The Anchor stitched them into the Veil and shaped them in a way no one else in that war room can fully comprehend. They know what it feels like to be entangled with the Fade and the Veil, to be consumed by something so powerful and to lose agency because of it.
In Solas' binding he releases a sharp cry of pain. The Veil chains him by the wrists, the ankles, the neck - pulling him. The Inquisitor, with their own sharp cries of pain and torment can intuit the physical and metaphysical cost the parasitical effects of the Veil will have on Solas, because they have felt and lived it themselves.

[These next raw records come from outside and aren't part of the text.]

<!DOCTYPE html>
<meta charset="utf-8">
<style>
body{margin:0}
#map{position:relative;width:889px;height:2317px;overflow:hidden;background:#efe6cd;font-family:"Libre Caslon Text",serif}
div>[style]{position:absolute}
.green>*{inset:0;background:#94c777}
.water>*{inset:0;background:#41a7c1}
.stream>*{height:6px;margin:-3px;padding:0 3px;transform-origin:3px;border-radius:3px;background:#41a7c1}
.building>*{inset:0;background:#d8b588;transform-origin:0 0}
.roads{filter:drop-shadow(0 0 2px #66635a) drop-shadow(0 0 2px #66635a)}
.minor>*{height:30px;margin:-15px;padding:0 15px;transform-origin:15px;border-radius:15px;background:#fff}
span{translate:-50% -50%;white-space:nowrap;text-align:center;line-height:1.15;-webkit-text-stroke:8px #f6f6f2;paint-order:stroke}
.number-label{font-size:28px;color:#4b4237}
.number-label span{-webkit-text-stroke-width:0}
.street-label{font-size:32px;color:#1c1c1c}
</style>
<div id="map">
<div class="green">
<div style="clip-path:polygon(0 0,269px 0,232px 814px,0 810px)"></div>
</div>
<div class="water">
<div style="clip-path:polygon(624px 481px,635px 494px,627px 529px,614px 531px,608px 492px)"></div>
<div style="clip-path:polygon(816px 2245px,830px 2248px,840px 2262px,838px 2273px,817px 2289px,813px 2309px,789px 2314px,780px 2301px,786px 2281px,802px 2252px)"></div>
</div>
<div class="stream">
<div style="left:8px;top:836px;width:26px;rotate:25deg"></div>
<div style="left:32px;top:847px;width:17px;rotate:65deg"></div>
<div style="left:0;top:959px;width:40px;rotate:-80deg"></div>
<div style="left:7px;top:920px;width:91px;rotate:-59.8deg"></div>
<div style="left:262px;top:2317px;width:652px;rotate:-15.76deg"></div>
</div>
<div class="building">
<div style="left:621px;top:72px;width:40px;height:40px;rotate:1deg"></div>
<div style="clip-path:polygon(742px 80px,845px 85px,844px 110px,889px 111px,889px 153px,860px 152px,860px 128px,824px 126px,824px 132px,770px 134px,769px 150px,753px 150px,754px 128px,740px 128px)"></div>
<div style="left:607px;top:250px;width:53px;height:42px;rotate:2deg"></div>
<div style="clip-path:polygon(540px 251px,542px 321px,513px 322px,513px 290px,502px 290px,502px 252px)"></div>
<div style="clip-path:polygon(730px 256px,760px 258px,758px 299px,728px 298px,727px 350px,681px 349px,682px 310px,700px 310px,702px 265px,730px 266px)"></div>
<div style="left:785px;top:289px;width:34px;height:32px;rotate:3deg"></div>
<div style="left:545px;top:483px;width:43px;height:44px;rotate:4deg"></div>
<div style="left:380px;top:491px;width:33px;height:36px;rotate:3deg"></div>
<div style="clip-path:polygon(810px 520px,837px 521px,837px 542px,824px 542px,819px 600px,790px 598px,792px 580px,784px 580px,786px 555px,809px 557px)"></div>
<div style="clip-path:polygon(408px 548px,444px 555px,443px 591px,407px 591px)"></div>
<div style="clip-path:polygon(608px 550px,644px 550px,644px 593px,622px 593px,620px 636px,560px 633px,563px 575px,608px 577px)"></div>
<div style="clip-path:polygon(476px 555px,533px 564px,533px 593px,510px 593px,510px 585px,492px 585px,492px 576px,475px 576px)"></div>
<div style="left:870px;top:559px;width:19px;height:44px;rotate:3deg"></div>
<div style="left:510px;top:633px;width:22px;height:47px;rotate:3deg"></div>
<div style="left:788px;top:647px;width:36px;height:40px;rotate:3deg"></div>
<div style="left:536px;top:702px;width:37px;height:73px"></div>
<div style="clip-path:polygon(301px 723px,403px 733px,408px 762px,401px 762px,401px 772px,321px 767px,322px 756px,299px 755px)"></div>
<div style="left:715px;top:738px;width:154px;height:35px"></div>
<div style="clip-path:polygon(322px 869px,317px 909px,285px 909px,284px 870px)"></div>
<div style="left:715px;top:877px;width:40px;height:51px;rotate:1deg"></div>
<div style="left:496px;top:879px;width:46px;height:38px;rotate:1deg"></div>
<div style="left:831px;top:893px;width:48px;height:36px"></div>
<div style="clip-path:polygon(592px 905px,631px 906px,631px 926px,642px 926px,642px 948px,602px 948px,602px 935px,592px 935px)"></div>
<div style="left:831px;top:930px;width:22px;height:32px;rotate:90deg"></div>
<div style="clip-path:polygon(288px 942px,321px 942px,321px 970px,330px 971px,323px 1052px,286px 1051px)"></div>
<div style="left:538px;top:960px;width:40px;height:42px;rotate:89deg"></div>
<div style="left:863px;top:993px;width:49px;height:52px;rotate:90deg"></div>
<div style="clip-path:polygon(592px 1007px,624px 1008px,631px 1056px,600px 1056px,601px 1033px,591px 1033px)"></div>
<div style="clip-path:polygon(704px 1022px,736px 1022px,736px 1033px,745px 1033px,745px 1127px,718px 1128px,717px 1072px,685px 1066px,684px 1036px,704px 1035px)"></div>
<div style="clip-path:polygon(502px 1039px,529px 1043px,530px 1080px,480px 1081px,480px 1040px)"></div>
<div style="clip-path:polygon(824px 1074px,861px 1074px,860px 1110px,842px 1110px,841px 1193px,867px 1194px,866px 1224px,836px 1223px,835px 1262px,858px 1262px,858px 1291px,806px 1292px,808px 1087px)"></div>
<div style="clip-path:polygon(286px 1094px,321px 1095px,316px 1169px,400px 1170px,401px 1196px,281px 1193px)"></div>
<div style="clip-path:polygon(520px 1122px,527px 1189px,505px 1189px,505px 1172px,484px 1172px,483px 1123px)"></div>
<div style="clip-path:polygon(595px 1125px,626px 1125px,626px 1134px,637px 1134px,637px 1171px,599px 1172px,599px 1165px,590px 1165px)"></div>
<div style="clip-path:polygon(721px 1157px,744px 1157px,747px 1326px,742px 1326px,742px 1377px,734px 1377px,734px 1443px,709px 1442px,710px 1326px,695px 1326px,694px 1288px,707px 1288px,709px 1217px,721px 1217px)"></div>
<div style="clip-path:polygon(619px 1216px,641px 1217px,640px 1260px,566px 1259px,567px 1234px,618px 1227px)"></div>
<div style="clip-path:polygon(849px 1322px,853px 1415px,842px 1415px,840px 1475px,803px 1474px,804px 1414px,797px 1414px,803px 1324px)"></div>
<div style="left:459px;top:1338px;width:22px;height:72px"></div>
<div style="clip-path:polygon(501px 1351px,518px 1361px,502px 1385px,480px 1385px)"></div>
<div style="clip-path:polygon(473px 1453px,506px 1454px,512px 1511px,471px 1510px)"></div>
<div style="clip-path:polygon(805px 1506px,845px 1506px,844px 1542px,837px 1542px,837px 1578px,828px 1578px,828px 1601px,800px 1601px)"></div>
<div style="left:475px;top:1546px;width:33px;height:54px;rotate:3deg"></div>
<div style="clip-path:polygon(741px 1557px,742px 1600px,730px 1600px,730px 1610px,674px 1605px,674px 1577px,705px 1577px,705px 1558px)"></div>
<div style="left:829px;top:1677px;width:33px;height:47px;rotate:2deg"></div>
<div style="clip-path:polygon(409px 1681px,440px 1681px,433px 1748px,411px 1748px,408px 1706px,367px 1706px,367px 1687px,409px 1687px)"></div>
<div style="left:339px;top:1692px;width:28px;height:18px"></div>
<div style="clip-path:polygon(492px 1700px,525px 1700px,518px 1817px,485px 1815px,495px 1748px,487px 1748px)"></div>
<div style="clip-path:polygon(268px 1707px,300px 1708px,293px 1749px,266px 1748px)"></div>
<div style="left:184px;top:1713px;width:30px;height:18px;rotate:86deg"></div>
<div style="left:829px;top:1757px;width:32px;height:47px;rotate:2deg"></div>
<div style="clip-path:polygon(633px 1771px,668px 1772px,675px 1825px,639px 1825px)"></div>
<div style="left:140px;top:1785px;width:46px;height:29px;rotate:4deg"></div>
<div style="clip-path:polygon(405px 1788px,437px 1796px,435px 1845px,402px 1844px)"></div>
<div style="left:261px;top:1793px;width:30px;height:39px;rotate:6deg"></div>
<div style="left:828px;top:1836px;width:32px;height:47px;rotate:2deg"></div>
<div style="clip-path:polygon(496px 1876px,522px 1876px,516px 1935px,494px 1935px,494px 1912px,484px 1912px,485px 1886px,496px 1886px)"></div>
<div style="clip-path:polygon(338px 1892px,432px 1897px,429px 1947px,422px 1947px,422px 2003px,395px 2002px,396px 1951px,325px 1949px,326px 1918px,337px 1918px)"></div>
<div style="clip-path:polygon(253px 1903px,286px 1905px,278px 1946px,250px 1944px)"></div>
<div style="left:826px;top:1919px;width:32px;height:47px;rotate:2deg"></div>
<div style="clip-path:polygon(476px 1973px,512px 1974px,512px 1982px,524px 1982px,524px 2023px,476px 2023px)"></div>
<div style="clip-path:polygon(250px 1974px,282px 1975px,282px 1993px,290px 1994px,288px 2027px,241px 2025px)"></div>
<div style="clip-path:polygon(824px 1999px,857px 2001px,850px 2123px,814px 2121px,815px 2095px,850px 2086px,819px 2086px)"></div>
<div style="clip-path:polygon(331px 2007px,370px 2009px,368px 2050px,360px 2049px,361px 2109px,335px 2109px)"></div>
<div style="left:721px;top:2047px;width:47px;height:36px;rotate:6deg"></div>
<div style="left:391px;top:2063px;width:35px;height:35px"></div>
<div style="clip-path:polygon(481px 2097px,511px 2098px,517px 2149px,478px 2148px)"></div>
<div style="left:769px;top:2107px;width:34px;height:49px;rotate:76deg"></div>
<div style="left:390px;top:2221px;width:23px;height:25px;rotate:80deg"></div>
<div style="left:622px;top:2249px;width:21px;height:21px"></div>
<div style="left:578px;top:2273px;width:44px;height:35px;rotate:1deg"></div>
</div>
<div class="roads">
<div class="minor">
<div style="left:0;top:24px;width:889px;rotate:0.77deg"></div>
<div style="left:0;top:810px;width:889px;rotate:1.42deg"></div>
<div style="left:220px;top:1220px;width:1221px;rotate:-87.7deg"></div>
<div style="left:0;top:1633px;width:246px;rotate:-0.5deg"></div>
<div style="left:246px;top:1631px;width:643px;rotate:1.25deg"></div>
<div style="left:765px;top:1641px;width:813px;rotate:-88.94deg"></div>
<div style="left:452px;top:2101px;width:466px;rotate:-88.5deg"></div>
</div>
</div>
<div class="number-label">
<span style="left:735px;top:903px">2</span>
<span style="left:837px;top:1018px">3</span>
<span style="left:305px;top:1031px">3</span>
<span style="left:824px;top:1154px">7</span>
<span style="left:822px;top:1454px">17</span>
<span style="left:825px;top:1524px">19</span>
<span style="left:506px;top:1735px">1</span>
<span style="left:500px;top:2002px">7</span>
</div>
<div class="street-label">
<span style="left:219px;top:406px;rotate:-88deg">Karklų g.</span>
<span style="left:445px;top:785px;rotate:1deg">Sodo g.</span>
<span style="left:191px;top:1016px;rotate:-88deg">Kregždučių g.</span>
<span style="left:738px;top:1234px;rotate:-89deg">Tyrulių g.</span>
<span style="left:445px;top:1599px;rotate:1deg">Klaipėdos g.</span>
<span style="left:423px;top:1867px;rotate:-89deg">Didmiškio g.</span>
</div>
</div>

In this scene I believe the Inquisitor has earned the right to speak, because of their direct contact with the Veil, the Fade, and the pain that came with it - and by the fact that, in the end, it was Solas who saved their life. (Their entire journey leading up to Solas is them believing they are going to die, so imagine what's going through their head when Solas actually saves their life.)
That survival creates a strange kind of intimacy between them. Solas doesn’t kill the Inquisitor, even knowing they could become his greatest threat (which goes against his usual pattern). Instead, he tells them the truth, making them a witness to his burden and his plans. What he later calls his “moment of weakness” (The Dread Wolf Take You) draws the Inquisitor into the heart of it all.
Perhaps that’s why, in that war room, they always speak up - at least once.
The endings seem to reflect the different Inquisitors. For those who carry the pain and anger of the Anchor, the loss of their arm, and the loss of agency, forcibly binding Solas can feel like justice. Having him chained, crying out in pain, becomes a mirror of what they once endured.
But for the Inquisitor who believes he can still be saved - who chooses compassion over retribution - the ending shifts. They are there at the end, reaching out. And when Solas does see reason and chooses to bind himself, there are no Veil chains, no cries or struggle. The Veil only waits for him to step forward.
(Though, based on what we know of the Inquistor dealing with the Anchor, there is definitely a parasitic relationship that Solas is now dealing with.)